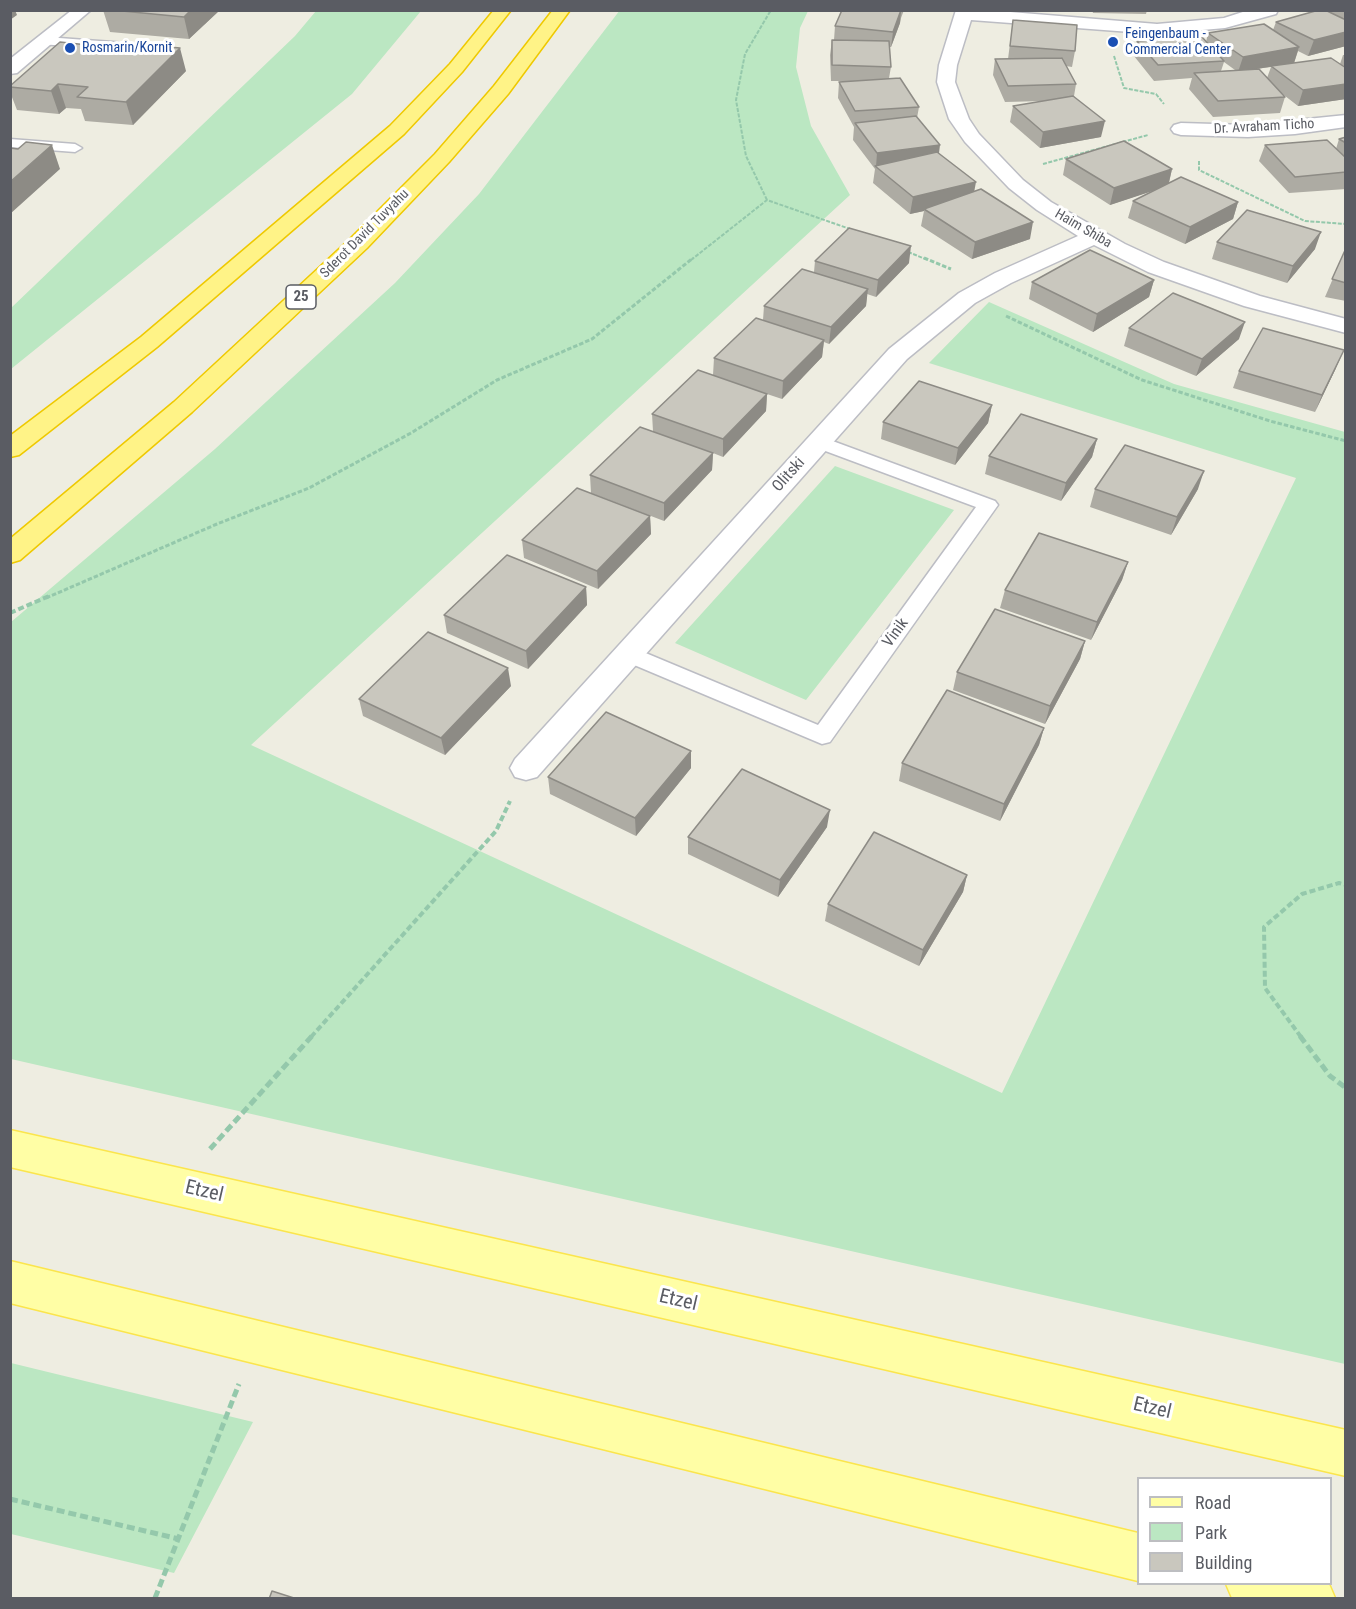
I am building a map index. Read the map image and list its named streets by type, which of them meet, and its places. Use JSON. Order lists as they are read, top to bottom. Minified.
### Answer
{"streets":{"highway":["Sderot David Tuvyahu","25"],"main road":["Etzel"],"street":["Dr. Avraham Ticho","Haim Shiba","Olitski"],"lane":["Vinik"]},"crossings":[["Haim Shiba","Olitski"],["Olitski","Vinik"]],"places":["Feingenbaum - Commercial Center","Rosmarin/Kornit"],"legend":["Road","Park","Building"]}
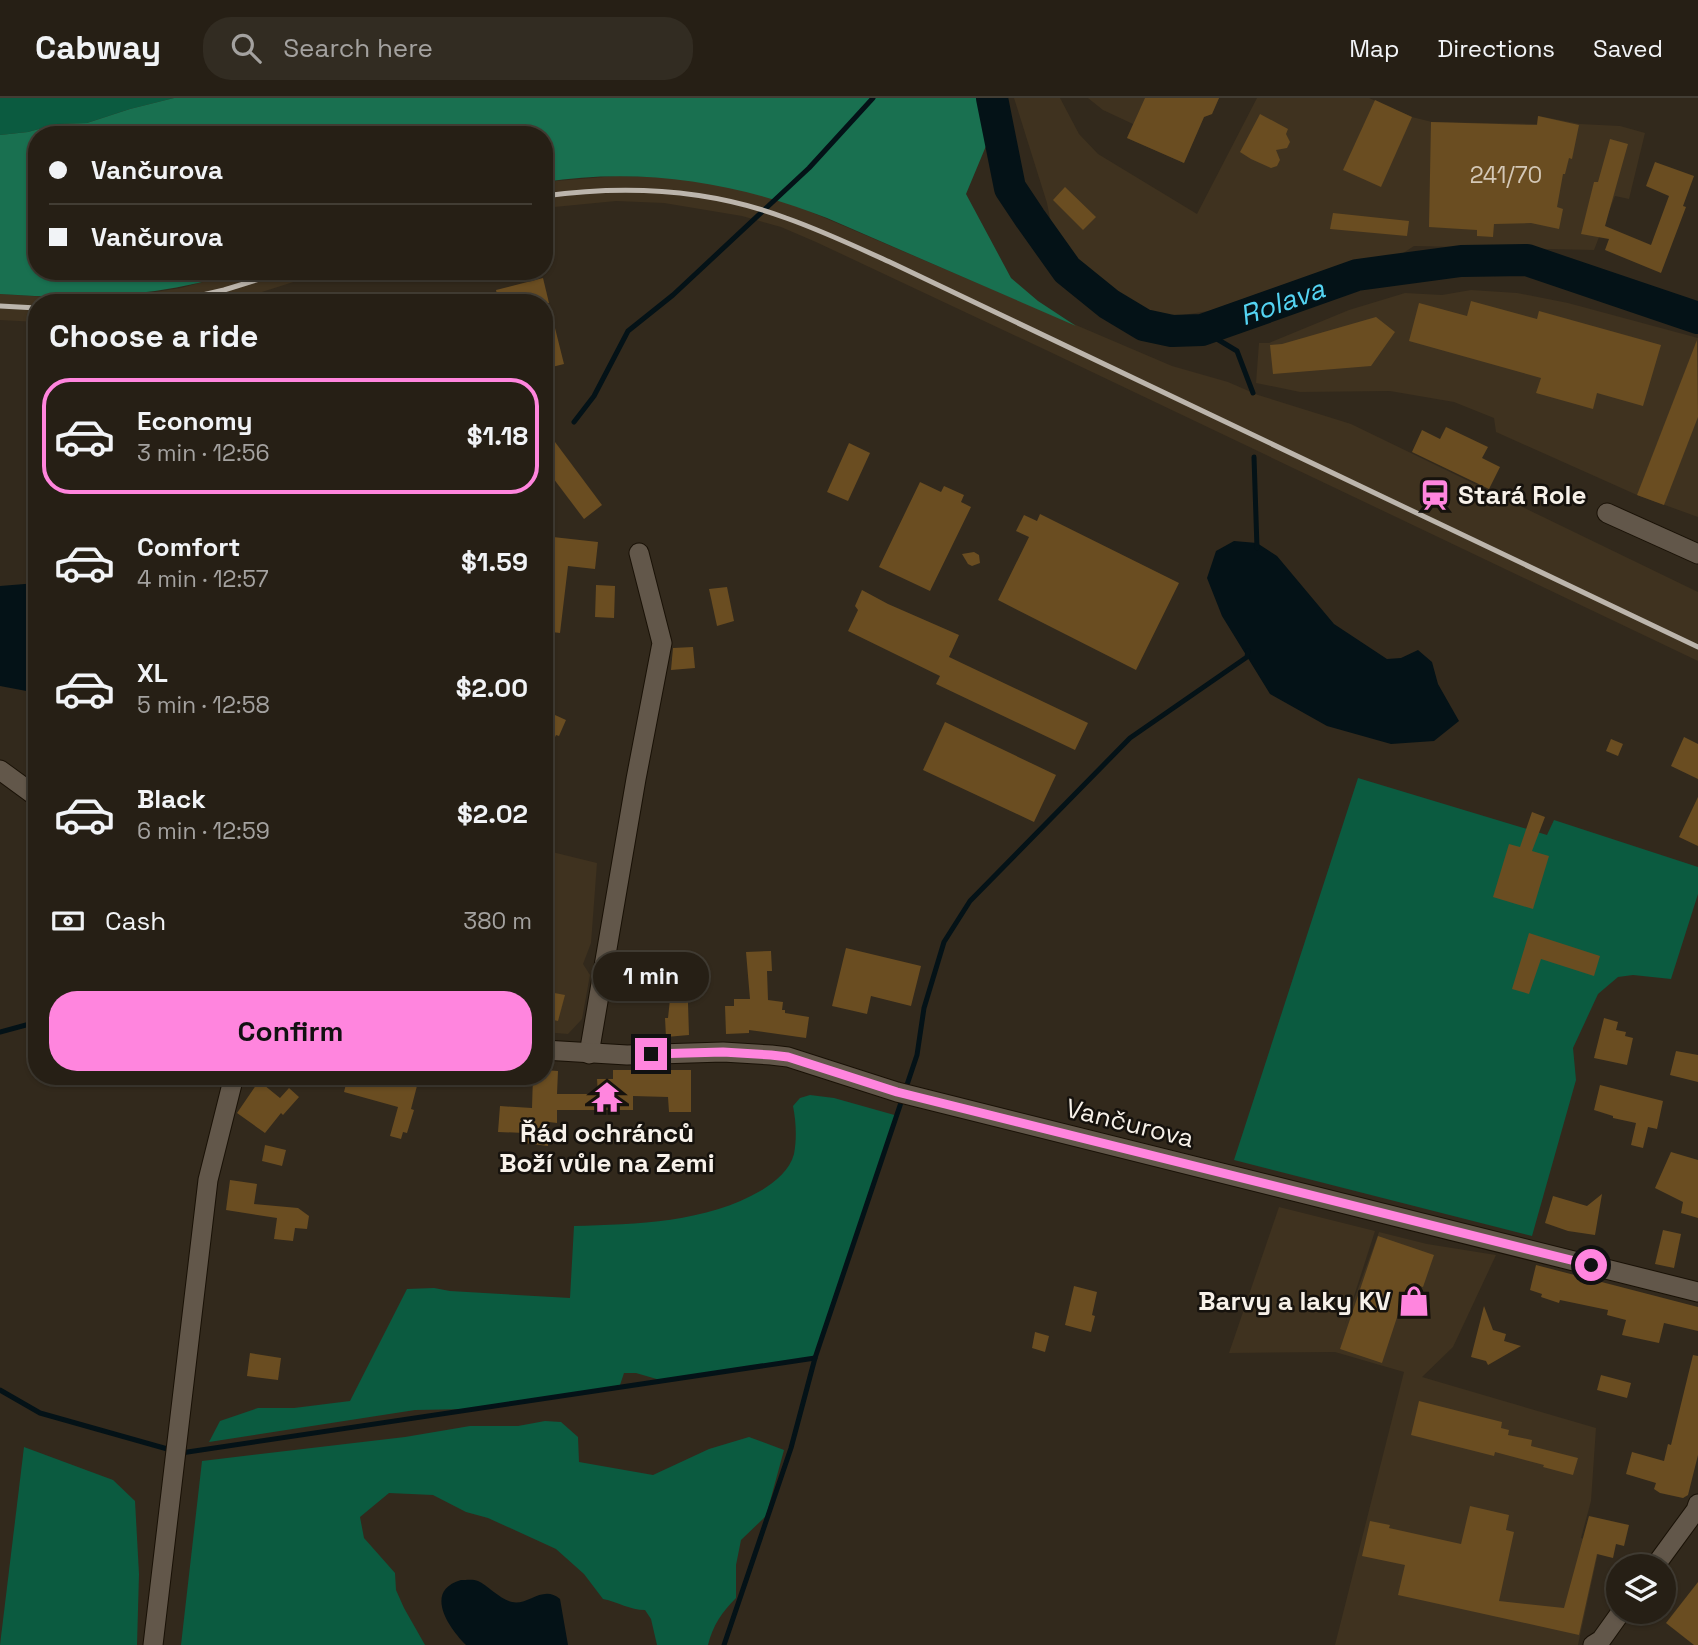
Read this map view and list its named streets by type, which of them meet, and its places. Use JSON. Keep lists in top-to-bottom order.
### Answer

+---+

**Assignment**
Some lines in the records above contain "meet". Count them and give the number only.

**Answer area**
2